Various techniques are designed to deal with edge cases in Convolution.

Padding is to pad the original image with zero’s on the edge so the sizing works out. It also prevents the information on the edge of the image from getting washed away too quickly. Stride defines how big each step is during template sweeping. It is usually set to 1 because smaller stride works better in practice.

Thoughts

Convolution compares image similarity by the dot product of two image vectors. Is there better way to measure such similarity? Especially between images, not vectors.

Smaller image patches make weaker assumptions on the possible template feature to be matched, thus performs better than bigger image patches.

Visualization

What

 

Why

 

How

High-Dimensional Visualization

This refers to visualization of functions that exist in a high-dimensional space. One most important example is Loss Function, which has an enormous number of parameters. Visualization on such function can provide insight on how we should optimize most efficiently.

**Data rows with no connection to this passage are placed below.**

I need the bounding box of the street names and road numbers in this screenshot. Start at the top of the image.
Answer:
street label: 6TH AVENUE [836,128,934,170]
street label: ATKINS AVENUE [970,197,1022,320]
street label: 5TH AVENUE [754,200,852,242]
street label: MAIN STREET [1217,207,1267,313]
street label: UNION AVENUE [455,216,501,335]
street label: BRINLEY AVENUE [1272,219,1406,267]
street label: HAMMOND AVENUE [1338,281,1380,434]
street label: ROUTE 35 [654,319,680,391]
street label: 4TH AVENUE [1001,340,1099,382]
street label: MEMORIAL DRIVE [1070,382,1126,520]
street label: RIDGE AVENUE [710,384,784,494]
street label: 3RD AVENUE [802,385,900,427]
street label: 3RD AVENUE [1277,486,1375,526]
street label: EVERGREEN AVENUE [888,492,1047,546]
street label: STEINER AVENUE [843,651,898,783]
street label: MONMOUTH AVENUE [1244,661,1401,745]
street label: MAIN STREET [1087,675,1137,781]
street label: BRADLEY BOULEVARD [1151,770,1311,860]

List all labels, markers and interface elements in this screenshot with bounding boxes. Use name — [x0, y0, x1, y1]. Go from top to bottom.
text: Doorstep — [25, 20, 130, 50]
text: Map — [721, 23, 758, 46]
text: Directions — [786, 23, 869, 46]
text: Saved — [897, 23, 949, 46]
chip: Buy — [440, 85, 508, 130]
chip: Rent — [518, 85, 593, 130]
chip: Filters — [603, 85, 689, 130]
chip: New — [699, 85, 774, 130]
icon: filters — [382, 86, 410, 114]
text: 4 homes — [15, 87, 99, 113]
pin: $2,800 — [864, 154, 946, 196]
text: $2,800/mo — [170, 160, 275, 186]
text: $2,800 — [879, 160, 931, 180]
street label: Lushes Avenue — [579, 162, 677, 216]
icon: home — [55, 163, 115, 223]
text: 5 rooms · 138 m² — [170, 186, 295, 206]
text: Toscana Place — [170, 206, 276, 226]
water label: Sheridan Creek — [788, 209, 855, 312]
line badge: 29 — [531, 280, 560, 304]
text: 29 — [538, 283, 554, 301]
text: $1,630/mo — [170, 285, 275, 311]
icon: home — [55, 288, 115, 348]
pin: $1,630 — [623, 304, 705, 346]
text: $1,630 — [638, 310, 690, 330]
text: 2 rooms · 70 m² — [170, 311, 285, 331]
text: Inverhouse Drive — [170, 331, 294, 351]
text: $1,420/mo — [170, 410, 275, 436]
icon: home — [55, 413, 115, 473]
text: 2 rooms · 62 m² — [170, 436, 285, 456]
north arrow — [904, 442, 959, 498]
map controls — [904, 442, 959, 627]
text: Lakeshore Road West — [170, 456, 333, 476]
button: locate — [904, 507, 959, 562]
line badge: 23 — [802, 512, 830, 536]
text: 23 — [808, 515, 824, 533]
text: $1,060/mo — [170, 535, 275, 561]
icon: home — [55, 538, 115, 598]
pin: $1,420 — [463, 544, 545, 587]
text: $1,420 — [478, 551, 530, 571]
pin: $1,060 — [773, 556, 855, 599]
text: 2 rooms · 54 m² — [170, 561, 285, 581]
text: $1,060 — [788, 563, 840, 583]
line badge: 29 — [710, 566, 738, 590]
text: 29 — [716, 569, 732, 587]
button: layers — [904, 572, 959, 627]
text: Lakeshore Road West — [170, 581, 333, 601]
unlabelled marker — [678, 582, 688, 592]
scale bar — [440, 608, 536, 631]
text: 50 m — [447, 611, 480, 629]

One possible way is to visualize along a random plane. We can first generate a random point $W$ in space and two orthogonal directions $W_1$ and $W_2$. In a Loss Function, such $W$ would correspond to a complete set of model parameters. Then we plot out different loss value corresponding to different $W + aW_1 + bW_2$ value on a plane by using different colors. By doing so we gain some intuition about how the Loss Function looks like in space.

SVM Loss Function along a plane. Left image plots loss from a single example and shows a piece-wise linear structure, whereas the right image shows average loss of a hundred examples and demonstrates a bowl-shape structure.